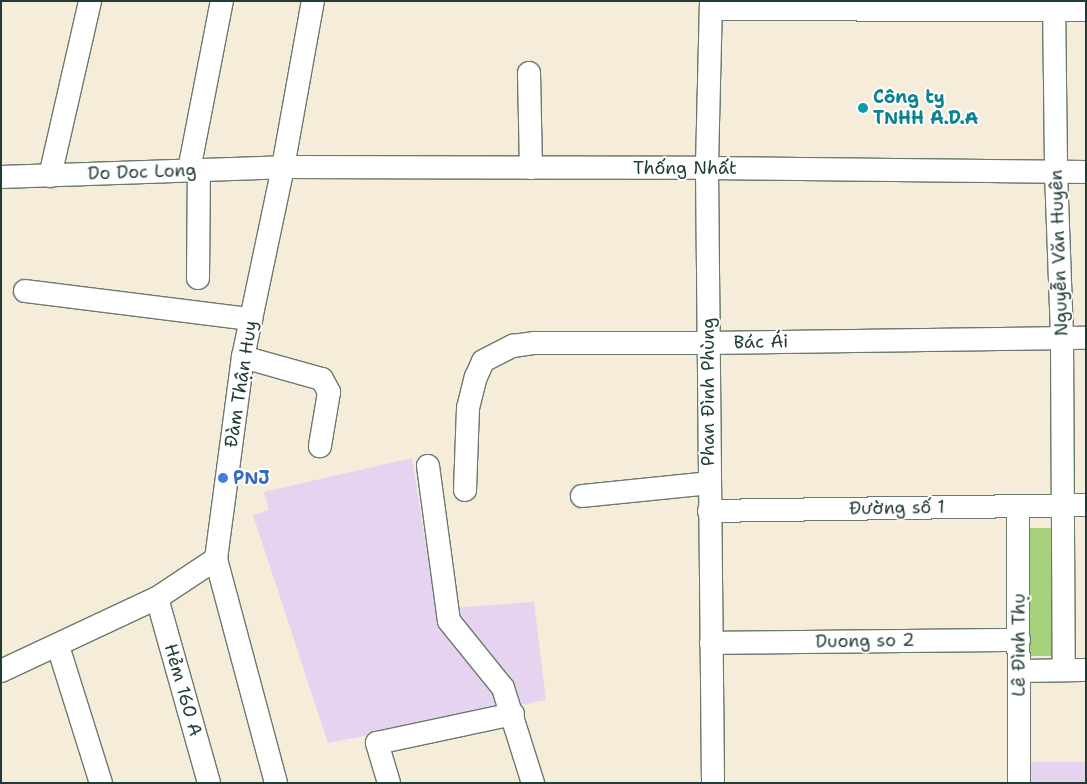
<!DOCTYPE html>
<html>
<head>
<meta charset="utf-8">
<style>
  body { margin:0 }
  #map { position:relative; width:1087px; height:784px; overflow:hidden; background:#f5ecd9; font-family:"Shantell Sans",sans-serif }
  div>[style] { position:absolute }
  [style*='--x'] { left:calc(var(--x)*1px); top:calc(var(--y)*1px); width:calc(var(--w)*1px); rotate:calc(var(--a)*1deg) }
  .built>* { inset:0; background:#e5d3f0; transform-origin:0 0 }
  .green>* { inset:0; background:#a7d07b; transform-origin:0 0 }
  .roads { filter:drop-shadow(1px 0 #6a7a6e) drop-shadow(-1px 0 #6a7a6e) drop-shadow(0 1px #6a7a6e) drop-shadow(0 -1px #6a7a6e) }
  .minor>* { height:22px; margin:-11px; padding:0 11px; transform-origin:11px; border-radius:11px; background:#fff }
  .dots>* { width:14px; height:14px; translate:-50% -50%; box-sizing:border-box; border:2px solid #fff; border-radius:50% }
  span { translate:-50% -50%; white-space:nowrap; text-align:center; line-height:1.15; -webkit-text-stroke:4px #fff; paint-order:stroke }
  .culture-label { font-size:18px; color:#0d838f; font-weight:700 }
  .left { translate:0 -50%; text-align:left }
  .street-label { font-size:18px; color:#1f3d34 }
  .shop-label { font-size:18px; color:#366cbe; font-weight:700 }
  .frame { position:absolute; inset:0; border:2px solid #1f3d34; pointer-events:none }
</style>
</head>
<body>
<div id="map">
  <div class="built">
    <i style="clip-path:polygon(412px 458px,436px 609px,534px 602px,546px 700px,328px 743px,253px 515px,269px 510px,264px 492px)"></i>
    <i style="left:1086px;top:762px;width:21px;height:55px;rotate:90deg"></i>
  </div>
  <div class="green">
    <i style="left:1028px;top:528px;width:24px;height:128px"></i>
  </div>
  <div class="roads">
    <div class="minor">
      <i style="--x:711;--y:1;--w:167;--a:91.4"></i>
      <i style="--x:707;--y:168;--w:615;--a:89.44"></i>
      <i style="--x:1054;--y:1;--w:171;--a:89.3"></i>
      <i style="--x:1056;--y:172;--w:166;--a:87.9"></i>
      <i style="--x:1062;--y:338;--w:332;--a:89.7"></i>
      <i style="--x:711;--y:9;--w:375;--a:0.2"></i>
      <i style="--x:529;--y:73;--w:95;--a:88.8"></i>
      <i style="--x:189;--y:170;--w:172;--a:-79"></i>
      <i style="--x:50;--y:176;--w:180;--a:-77.1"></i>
      <i style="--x:1;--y:177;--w:282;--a:-2"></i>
      <i style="--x:283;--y:167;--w:424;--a:0.1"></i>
      <i style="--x:707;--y:168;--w:379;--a:0.6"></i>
      <i style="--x:198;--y:278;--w:108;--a:-89.5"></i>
      <i style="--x:25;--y:291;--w:228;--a:7.1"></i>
      <i style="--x:243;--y:357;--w:82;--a:15.6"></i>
      <i style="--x:322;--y:379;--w:15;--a:62"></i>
      <i style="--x:329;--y:392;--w:55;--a:99.5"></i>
      <i style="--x:428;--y:466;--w:156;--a:82.3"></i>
      <i style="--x:449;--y:621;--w:86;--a:51.1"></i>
      <i style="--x:503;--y:688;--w:100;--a:72.5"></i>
      <i style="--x:465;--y:490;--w:82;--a:-87.9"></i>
      <i style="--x:468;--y:408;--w:32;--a:-76"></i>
      <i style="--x:476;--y:377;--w:17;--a:-66"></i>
      <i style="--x:483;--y:361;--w:34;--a:-27"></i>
      <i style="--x:513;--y:346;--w:22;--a:-8"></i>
      <i style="--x:535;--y:343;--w:173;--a:0"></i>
      <i style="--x:708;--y:343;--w:378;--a:-0.8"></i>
      <i style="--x:582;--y:496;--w:128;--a:-5.8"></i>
      <i style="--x:1018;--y:506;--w:277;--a:89.8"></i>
      <i style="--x:709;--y:511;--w:377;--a:-0.9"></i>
      <i style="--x:216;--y:559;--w:232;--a:75"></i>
      <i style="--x:157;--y:598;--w:192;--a:74.3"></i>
      <i style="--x:711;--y:643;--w:308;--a:-0.6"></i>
      <i style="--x:58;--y:646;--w:144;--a:72.6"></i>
      <i style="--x:1;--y:671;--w:172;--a:-25.1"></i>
      <i style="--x:157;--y:598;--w:71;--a:-33.5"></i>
      <i style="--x:216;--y:559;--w:204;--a:-82.4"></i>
      <i style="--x:243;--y:357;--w:194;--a:-78.1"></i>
      <i style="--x:283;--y:167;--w:169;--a:-79.8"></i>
      <i style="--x:1019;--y:671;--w:67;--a:-0.9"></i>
      <i style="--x:389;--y:783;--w:42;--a:-106.7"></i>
      <i style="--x:377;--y:743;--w:139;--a:-12"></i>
    </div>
  </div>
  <div class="dots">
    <i style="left:863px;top:108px;background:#0f9aa8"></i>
    <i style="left:223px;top:478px;background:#3f7fe0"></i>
  </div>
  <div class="culture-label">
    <span class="left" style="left:873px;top:108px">Công ty<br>TNHH A.D.A</span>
  </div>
  <div class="street-label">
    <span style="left:685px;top:168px">Thống Nhất</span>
    <span style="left:142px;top:172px;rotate:-2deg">Do Doc Long</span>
    <span style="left:1059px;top:253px;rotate:-92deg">Nguyễn Văn Huyên</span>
    <span style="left:761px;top:342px;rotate:-1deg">Bác Ái</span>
    <span style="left:241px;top:384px;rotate:-81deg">Đàm Thận Huy</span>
    <span style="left:708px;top:392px;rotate:-90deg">Phan Đình Phùng</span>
    <span style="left:897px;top:508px;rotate:-1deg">Đường số 1</span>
    <span style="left:865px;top:641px;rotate:-1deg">Duong so 2</span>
    <span style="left:1019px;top:645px;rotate:-90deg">Lê Đình Thụ</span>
    <span style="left:183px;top:690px;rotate:74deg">Hẻm 160 A</span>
  </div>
  <div class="shop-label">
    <span class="left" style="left:233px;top:478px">PNJ</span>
  </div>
  <div class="frame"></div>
</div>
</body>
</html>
----------
Identify the lines of the data that contain the word "green". Copy each of them.

■ Worked solution ■
  .green>* { inset:0; background:#a7d07b; transform-origin:0 0 }
  <div class="green">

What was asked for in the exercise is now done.